● THE INPUT
=== Section Start ===

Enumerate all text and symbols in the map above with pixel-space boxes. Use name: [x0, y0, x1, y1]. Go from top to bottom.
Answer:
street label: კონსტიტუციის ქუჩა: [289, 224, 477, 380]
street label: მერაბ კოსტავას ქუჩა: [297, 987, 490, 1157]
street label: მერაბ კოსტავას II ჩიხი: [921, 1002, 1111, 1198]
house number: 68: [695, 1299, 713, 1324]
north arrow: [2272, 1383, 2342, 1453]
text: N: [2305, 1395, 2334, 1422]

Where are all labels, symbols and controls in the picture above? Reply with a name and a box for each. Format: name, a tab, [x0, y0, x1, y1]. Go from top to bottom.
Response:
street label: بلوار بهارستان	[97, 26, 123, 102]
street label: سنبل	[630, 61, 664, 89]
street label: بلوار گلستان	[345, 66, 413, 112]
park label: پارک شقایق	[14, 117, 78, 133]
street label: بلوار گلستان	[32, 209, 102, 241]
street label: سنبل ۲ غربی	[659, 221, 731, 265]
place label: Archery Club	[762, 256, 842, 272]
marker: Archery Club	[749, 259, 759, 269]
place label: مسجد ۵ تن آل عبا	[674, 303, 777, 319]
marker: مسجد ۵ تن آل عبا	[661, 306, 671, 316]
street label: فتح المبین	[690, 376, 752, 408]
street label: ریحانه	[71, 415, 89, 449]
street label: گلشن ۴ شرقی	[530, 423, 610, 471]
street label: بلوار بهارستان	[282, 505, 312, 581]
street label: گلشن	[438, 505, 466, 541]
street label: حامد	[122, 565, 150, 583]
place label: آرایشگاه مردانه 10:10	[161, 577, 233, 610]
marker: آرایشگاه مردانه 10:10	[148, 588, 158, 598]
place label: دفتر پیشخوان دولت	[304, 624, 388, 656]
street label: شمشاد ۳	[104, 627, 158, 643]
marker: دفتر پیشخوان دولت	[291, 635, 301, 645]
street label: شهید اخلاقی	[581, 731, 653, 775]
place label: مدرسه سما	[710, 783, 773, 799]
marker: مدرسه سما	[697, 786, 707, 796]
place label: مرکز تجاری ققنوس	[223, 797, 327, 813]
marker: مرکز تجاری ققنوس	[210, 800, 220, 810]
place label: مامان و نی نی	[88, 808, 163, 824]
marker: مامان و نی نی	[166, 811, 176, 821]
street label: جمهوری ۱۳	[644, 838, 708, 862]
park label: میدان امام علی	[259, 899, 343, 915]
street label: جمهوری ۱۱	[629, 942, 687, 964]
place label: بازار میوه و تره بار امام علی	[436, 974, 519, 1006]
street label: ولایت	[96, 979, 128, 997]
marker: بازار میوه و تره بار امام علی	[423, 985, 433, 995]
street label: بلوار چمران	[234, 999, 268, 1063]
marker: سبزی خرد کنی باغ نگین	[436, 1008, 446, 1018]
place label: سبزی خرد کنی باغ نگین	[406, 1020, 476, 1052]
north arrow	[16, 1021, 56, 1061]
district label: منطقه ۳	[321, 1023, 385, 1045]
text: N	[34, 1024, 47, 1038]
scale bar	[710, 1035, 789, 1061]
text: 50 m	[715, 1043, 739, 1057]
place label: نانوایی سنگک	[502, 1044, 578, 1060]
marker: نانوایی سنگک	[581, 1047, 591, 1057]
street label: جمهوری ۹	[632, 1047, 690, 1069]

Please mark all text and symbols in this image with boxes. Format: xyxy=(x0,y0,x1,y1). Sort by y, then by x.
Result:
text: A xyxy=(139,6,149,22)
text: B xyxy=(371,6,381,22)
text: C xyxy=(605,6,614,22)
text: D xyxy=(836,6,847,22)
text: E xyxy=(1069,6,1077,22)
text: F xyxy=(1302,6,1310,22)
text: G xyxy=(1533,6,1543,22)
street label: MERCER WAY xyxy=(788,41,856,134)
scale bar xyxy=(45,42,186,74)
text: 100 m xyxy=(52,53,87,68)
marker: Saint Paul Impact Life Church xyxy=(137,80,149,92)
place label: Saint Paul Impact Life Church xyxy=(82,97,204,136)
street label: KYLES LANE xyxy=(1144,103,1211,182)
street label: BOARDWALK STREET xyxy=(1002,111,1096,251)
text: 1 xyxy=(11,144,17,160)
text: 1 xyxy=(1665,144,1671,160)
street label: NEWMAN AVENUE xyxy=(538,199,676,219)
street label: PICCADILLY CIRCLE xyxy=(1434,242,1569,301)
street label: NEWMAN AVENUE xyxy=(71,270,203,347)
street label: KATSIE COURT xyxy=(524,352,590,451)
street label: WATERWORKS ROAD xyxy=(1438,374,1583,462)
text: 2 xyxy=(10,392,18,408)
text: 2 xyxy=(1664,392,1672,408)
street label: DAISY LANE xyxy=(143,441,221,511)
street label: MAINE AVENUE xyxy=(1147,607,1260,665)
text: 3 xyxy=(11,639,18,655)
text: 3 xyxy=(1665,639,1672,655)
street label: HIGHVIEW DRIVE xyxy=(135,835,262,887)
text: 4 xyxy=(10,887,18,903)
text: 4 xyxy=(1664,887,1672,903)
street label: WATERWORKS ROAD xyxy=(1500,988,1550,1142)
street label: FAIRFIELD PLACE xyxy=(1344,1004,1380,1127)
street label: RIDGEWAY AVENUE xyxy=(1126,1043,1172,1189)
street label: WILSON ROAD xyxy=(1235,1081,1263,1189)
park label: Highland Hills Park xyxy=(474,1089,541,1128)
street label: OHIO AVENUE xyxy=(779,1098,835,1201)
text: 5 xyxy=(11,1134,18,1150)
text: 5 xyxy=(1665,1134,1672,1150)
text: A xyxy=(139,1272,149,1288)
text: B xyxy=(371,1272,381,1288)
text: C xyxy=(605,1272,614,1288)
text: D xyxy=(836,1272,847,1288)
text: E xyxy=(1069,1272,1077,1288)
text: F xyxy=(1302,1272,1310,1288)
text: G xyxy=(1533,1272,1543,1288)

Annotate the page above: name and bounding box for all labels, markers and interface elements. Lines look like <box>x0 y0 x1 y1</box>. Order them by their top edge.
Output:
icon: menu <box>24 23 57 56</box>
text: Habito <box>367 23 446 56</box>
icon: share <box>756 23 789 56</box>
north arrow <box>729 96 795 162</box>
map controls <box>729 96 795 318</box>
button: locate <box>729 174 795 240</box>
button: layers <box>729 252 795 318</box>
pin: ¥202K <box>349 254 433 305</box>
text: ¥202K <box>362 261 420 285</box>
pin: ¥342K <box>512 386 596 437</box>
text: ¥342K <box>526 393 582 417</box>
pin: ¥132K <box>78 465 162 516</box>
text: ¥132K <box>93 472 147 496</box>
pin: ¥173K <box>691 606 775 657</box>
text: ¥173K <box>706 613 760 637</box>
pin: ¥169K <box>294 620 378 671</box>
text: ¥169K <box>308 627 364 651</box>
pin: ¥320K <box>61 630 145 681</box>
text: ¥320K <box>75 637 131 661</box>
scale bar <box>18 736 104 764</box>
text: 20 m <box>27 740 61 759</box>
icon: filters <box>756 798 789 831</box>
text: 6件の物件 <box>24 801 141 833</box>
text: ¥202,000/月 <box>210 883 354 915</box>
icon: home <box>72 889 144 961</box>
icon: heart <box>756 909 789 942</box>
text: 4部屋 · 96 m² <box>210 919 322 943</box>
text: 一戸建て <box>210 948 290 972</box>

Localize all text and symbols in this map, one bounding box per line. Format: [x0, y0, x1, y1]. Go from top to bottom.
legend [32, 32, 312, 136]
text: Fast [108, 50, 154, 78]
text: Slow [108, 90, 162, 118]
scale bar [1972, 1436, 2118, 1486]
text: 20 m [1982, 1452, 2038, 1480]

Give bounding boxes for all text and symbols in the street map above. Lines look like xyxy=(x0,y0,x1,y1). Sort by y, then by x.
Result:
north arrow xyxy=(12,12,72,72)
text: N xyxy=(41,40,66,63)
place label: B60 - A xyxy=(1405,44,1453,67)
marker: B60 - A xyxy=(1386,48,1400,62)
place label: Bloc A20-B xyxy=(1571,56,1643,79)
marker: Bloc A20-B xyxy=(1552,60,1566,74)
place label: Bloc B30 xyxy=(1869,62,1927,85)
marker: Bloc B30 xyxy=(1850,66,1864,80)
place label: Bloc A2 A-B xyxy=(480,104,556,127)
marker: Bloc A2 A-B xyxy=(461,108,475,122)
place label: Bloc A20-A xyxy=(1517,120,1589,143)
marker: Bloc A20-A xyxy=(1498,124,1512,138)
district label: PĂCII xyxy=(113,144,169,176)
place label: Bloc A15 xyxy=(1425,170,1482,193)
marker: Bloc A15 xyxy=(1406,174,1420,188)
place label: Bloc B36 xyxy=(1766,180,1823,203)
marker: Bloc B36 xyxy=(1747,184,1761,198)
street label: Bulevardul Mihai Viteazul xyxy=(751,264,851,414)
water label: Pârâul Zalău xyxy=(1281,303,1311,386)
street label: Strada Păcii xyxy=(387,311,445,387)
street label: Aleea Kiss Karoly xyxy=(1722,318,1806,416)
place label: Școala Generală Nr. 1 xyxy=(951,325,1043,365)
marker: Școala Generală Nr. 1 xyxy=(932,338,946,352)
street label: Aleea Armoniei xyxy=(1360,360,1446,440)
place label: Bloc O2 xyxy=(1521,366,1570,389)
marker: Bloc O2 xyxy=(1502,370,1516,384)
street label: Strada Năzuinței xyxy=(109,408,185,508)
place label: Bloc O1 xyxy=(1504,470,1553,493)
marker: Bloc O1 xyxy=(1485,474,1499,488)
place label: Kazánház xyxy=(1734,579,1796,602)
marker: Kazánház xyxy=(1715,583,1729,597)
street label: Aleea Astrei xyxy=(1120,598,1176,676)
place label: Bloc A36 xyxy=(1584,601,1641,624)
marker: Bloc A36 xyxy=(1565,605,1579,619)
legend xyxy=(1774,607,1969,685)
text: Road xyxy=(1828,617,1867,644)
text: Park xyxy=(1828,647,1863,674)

=== Section End ===

● TASK OBJECTIVE
Each line between the start of the listing above and the line containing "Where are all", with both ends counted, is to be set down unchanged.

● ANSWER AREA
Enumerate all text and symbols in the map above with pixel-space boxes. Use name: [x0, y0, x1, y1]. Go from top to bottom.
Answer:
street label: კონსტიტუციის ქუჩა: [289, 224, 477, 380]
street label: მერაბ კოსტავას ქუჩა: [297, 987, 490, 1157]
street label: მერაბ კოსტავას II ჩიხი: [921, 1002, 1111, 1198]
house number: 68: [695, 1299, 713, 1324]
north arrow: [2272, 1383, 2342, 1453]
text: N: [2305, 1395, 2334, 1422]

Where are all labels, symbols and controls in the picture above? Reply with a name and a box for each. Format: name, a tab, [x0, y0, x1, y1]. Go from top to bottom.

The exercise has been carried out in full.